Aku hampir tidak pernah benar-benar serius dalam suatu hal, tapi juga terlalu serius.
Aku kejam dan berdarah dingin, tapi juga sensitif.
Aku memakai logika, tapi juga bertindak impulsif.
Aku ingin bahagia, tapi selalu memikirkan hal yang menyedihkan.
Aku pesimis, tetapi ambisius.
Aku benci diriku sendiri, tapi juga menyukainya.
Aku terlalu idealis, tapi juga sangat realistis.
Aku bilang tidak peduli, tapi nyatanya aku memikirkannya.
Aku sangat menikmati kesendirian, tapi juga merasa kosong dan kesepian.
Aku tenang, tetapi kacau.
Aku haus perhatian, tapi aku menolak diberi perhatian.
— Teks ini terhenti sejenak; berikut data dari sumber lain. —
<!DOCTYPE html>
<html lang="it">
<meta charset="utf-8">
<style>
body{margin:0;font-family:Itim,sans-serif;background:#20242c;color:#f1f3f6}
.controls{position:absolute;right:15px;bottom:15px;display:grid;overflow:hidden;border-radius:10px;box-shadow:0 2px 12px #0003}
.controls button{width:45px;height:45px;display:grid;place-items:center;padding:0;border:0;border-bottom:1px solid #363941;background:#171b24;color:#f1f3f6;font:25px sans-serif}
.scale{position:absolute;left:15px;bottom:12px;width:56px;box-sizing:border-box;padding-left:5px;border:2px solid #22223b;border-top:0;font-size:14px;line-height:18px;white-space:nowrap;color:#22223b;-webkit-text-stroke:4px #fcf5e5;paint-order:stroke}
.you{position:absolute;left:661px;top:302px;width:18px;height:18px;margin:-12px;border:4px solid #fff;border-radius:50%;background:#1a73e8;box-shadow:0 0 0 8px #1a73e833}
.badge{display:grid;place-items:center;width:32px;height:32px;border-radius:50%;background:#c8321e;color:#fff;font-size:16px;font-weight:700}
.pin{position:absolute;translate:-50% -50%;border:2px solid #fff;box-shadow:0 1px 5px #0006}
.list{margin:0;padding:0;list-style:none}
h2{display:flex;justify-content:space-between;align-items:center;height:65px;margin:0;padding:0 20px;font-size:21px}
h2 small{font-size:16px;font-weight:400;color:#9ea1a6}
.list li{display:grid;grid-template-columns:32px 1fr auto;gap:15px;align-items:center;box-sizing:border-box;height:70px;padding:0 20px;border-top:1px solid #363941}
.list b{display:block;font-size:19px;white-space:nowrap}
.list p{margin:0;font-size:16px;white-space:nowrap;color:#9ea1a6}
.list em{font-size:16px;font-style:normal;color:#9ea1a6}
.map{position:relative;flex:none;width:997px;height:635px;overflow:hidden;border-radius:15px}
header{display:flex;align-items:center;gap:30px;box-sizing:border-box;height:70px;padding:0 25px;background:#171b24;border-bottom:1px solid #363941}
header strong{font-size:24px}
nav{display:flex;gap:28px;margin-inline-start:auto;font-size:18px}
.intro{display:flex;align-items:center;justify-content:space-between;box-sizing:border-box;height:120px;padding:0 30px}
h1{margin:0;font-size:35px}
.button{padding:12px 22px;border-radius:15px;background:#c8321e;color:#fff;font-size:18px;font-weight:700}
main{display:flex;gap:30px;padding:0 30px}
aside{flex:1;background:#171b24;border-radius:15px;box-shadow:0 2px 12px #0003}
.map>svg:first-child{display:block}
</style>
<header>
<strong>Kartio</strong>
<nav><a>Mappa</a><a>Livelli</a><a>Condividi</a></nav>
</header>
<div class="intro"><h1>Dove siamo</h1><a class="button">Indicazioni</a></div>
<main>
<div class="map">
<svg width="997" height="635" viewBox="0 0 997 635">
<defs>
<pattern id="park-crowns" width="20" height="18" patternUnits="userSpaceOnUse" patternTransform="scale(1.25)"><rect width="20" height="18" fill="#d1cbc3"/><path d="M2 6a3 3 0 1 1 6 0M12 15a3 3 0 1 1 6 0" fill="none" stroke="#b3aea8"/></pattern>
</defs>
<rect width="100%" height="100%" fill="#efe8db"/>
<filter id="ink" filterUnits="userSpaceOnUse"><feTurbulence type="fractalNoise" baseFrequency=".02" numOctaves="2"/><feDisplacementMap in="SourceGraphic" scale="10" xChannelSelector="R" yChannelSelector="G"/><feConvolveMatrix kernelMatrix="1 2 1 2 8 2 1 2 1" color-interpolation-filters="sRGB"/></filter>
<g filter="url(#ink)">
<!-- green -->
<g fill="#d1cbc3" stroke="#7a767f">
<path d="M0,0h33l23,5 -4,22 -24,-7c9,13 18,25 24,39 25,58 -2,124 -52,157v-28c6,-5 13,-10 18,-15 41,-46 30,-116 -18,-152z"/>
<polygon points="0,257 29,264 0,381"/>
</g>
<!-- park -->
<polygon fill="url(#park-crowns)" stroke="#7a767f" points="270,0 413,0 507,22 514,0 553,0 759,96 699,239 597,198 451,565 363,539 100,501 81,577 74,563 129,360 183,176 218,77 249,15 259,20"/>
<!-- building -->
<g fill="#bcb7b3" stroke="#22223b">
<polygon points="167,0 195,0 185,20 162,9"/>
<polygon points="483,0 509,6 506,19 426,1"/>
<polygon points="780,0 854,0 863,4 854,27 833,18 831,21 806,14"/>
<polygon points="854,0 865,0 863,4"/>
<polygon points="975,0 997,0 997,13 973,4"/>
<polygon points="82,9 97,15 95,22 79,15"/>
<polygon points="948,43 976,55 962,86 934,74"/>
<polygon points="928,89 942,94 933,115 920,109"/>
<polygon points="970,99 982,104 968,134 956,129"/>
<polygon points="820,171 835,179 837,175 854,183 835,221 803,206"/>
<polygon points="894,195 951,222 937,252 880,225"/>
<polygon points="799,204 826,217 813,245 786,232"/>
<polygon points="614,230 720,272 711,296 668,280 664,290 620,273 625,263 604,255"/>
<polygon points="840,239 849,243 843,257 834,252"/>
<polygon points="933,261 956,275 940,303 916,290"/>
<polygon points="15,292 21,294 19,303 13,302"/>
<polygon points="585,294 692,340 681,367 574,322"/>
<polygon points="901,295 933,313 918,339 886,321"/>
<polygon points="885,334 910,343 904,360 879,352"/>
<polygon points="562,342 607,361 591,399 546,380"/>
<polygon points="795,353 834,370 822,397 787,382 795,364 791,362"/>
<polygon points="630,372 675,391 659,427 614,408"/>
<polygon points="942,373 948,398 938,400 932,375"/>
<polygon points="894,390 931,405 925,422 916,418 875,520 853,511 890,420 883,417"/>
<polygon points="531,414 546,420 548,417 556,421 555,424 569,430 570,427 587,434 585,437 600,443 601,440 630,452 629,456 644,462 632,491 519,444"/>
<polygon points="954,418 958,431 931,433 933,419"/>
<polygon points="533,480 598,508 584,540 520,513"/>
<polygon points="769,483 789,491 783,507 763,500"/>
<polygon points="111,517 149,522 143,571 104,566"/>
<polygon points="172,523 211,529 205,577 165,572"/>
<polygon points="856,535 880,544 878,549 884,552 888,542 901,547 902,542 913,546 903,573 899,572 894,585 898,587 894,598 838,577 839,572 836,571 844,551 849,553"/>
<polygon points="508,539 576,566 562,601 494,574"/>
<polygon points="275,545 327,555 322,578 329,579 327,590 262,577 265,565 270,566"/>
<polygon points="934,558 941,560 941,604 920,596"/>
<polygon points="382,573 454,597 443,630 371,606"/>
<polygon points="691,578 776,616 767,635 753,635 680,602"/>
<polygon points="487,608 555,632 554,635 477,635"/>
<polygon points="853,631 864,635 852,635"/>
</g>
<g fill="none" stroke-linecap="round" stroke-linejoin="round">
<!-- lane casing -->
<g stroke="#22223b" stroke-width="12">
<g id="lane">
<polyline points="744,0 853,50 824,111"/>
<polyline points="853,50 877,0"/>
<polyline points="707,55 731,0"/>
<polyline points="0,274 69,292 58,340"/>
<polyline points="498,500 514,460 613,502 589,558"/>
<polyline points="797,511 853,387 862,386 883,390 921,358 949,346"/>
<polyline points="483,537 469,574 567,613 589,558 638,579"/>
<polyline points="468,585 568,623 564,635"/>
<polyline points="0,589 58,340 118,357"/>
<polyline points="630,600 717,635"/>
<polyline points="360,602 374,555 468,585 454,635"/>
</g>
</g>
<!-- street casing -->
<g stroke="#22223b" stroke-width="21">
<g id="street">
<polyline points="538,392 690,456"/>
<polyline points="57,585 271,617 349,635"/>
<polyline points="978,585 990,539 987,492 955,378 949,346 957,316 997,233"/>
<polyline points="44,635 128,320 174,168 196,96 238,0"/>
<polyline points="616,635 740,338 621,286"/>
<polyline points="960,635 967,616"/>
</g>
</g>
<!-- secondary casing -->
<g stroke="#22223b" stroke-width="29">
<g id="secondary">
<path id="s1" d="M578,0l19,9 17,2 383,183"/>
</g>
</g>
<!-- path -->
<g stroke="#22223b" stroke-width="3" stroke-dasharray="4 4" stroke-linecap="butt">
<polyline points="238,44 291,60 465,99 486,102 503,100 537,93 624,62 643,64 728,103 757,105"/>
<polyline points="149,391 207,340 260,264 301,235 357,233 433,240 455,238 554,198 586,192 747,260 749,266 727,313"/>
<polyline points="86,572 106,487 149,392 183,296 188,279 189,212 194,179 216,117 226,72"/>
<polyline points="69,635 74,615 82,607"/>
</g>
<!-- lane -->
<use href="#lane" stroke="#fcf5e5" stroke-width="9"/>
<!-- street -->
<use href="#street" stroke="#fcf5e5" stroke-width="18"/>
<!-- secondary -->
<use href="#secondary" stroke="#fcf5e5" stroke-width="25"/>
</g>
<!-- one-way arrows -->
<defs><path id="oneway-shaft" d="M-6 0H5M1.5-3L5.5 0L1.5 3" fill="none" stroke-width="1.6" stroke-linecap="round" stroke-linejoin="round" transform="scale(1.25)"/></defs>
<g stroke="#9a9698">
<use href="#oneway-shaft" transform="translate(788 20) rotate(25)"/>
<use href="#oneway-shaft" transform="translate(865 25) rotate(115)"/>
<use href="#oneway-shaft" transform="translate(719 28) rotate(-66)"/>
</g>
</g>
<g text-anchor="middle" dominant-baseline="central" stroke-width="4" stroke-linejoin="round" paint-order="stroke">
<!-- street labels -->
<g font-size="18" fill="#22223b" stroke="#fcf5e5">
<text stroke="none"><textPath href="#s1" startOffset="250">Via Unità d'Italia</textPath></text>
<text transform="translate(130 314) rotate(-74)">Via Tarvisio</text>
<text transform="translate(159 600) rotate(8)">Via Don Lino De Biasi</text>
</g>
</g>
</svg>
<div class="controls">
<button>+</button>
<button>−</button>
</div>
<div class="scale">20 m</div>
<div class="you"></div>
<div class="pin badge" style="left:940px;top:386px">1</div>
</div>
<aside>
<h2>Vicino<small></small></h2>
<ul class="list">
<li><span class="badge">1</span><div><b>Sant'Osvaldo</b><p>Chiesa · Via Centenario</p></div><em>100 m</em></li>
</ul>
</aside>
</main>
Aku benci semua orang, tapi juga memiliki kasih pada setiapnya.
Aku ingin membangun koneksi mendalam, tapi selalu merasa terpisah dari dunia.
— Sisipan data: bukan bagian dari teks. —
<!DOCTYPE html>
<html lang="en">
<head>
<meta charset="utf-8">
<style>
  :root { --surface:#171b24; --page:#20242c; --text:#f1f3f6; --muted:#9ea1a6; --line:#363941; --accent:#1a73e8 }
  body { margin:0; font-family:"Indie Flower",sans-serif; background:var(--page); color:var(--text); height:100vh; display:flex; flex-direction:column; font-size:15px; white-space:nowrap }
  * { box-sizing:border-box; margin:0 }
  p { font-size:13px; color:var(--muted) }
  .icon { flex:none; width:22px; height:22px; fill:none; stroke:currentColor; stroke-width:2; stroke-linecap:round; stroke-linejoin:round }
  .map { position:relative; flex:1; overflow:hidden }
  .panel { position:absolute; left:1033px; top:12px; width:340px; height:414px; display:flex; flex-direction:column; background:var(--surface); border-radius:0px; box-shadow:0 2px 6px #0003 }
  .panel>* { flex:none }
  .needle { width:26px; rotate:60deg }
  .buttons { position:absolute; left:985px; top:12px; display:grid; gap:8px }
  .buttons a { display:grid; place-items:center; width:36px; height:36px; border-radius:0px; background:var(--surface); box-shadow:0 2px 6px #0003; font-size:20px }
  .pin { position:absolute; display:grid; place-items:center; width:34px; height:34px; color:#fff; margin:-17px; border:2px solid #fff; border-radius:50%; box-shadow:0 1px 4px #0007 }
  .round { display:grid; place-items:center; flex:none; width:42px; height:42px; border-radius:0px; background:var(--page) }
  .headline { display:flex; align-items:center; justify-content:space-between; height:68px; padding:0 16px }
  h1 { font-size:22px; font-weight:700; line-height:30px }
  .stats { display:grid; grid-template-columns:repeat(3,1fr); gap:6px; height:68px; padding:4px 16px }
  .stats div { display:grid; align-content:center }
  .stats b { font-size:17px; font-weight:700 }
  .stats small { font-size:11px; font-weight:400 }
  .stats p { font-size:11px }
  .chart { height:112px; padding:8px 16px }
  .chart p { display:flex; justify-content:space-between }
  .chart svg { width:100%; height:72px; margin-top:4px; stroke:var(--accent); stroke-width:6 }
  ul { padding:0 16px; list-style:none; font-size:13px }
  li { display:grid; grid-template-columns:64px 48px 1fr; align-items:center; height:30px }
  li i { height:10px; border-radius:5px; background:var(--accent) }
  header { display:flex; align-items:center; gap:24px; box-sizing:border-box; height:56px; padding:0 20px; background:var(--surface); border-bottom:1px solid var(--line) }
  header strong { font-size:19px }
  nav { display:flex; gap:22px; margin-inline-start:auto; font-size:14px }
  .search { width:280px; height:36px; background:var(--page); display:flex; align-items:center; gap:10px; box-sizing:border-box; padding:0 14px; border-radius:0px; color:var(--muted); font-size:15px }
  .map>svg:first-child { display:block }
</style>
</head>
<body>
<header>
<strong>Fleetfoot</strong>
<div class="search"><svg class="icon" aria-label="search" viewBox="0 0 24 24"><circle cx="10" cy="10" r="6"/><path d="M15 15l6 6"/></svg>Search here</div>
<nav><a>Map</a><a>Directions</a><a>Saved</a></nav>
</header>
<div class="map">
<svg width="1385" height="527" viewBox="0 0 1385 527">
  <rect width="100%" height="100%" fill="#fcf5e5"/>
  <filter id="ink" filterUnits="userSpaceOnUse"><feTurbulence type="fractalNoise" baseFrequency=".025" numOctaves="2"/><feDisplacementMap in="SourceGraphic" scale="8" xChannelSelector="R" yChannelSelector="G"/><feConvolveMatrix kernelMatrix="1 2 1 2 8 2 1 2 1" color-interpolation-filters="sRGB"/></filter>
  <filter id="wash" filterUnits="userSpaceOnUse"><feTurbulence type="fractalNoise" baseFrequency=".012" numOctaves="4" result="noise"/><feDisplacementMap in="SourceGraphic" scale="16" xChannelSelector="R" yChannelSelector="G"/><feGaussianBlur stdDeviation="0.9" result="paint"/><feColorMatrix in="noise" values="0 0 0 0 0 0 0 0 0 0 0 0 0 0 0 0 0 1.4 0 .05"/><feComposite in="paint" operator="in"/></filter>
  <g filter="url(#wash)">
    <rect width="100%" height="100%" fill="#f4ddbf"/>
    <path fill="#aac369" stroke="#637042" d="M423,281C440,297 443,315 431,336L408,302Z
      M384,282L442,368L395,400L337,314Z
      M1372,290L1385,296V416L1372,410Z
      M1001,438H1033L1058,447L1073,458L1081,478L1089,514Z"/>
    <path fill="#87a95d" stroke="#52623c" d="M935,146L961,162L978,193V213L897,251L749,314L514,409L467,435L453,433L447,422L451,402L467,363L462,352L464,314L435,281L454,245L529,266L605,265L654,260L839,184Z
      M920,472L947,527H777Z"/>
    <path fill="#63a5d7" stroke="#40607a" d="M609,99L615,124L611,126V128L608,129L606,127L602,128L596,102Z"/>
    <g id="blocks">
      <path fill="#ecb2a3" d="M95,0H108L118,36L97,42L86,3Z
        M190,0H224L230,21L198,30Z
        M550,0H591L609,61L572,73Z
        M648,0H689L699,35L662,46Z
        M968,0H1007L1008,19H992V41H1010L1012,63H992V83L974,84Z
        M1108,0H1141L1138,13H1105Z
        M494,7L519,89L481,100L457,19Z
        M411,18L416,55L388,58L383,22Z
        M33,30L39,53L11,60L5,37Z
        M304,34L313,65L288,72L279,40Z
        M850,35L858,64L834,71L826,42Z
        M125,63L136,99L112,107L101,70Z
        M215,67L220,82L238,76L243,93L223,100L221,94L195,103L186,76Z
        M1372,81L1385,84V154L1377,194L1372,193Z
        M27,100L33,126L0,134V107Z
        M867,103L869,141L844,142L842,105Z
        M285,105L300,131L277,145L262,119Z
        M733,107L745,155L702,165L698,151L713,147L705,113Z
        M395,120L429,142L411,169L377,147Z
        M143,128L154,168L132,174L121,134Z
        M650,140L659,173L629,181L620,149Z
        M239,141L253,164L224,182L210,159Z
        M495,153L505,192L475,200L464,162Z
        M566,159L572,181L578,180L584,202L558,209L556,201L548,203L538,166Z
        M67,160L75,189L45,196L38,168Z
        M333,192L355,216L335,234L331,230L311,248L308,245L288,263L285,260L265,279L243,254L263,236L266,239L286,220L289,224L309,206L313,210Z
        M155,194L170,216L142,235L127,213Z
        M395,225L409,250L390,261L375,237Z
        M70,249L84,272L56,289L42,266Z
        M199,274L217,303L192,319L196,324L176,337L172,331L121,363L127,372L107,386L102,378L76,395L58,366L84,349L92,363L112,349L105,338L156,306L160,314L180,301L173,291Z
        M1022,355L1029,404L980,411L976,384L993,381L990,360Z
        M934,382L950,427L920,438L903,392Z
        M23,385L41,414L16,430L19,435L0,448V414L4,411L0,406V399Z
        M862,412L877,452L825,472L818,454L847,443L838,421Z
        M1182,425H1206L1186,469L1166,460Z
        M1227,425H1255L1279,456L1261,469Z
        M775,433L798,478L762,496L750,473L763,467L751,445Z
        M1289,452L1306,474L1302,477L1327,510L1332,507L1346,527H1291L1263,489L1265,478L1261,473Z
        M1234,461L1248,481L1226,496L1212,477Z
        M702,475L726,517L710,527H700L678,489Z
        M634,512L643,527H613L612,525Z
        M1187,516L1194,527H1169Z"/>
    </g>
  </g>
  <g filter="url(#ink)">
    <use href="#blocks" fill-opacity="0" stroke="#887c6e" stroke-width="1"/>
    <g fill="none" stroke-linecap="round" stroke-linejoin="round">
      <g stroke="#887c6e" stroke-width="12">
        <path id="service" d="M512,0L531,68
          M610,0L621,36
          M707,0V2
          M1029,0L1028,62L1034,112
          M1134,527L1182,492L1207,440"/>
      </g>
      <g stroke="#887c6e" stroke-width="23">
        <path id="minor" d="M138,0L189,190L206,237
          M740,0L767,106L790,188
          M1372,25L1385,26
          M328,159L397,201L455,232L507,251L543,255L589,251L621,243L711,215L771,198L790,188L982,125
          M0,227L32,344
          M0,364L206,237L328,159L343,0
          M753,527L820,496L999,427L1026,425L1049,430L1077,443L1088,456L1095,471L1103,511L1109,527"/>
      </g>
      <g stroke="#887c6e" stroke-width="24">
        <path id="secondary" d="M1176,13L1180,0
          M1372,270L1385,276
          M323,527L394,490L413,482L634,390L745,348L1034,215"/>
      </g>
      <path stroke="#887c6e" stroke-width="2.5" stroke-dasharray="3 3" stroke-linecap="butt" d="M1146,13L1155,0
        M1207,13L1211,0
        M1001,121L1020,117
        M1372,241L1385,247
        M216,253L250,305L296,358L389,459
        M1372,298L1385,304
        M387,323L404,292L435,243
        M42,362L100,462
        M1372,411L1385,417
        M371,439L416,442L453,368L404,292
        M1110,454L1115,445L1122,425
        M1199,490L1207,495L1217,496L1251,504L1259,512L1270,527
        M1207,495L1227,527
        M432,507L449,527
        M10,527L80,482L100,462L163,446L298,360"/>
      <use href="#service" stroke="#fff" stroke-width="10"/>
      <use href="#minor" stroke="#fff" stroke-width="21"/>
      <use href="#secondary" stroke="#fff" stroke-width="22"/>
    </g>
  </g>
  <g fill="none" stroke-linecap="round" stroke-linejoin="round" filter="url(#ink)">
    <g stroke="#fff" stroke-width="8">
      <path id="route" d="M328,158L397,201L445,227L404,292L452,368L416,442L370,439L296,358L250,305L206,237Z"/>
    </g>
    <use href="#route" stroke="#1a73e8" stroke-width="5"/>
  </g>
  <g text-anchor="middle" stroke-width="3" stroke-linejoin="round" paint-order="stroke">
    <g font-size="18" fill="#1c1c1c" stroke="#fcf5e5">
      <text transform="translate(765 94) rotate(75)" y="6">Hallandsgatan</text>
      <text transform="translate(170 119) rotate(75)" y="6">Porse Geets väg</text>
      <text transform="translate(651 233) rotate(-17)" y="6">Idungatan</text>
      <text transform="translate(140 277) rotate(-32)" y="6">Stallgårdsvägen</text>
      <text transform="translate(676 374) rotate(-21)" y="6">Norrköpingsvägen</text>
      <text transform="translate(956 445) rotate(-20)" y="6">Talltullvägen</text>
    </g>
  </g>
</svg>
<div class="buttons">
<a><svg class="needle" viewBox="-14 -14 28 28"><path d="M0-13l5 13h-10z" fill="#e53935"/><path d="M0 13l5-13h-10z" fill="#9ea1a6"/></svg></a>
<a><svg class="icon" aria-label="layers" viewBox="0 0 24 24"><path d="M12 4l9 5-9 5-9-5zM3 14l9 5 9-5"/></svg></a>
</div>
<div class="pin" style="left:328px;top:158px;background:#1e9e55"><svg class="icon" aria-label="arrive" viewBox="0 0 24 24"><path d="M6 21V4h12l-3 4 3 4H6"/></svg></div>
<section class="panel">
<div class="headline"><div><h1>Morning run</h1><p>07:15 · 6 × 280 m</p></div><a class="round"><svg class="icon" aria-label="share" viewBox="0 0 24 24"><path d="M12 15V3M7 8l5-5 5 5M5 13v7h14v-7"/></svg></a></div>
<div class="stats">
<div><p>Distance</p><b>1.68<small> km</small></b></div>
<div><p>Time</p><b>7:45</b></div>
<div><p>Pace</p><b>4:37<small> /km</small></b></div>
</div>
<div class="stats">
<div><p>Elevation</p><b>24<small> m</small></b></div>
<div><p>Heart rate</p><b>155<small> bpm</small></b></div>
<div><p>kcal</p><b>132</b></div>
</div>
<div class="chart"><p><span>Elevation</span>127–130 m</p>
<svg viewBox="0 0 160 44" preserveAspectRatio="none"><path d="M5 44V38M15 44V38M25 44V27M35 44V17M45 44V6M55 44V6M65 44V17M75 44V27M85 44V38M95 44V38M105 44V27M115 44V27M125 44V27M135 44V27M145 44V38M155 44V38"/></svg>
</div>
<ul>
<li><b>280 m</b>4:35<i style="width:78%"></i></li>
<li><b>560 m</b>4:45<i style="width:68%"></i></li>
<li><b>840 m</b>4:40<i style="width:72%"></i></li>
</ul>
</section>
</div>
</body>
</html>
Aku lega bahwa aku hanya sebutir debu yang mudah terlupakan, tapi juga ingin dianggap ada.
Aku terlalu dalam, tapi juga terlalu dangkal.
Aku bisa ditebak dalam tidak tertebaknya aku.
Aku hidup, tapi aku mati.
Pikiranku berantakan.
Otakku adalah medan tempur.
Paradoks.
Seperti halnya benda-benda material yang lucunya disusun oleh sesuatu yang non-material.
Seperti oksigen yang menyokong kehidupan, tapi juga menyebabkan kemerosotan keberadaannya.
Seperti ironisnya kebebasan manusia untuk memilih, tapi juga tidak bebas dari konsekwensi pilihannya.
Seperti alam semesta yang selalu mengada dan kekal, tapi juga selalu berubah.
Aku. Adalah sebuah kontradiksi.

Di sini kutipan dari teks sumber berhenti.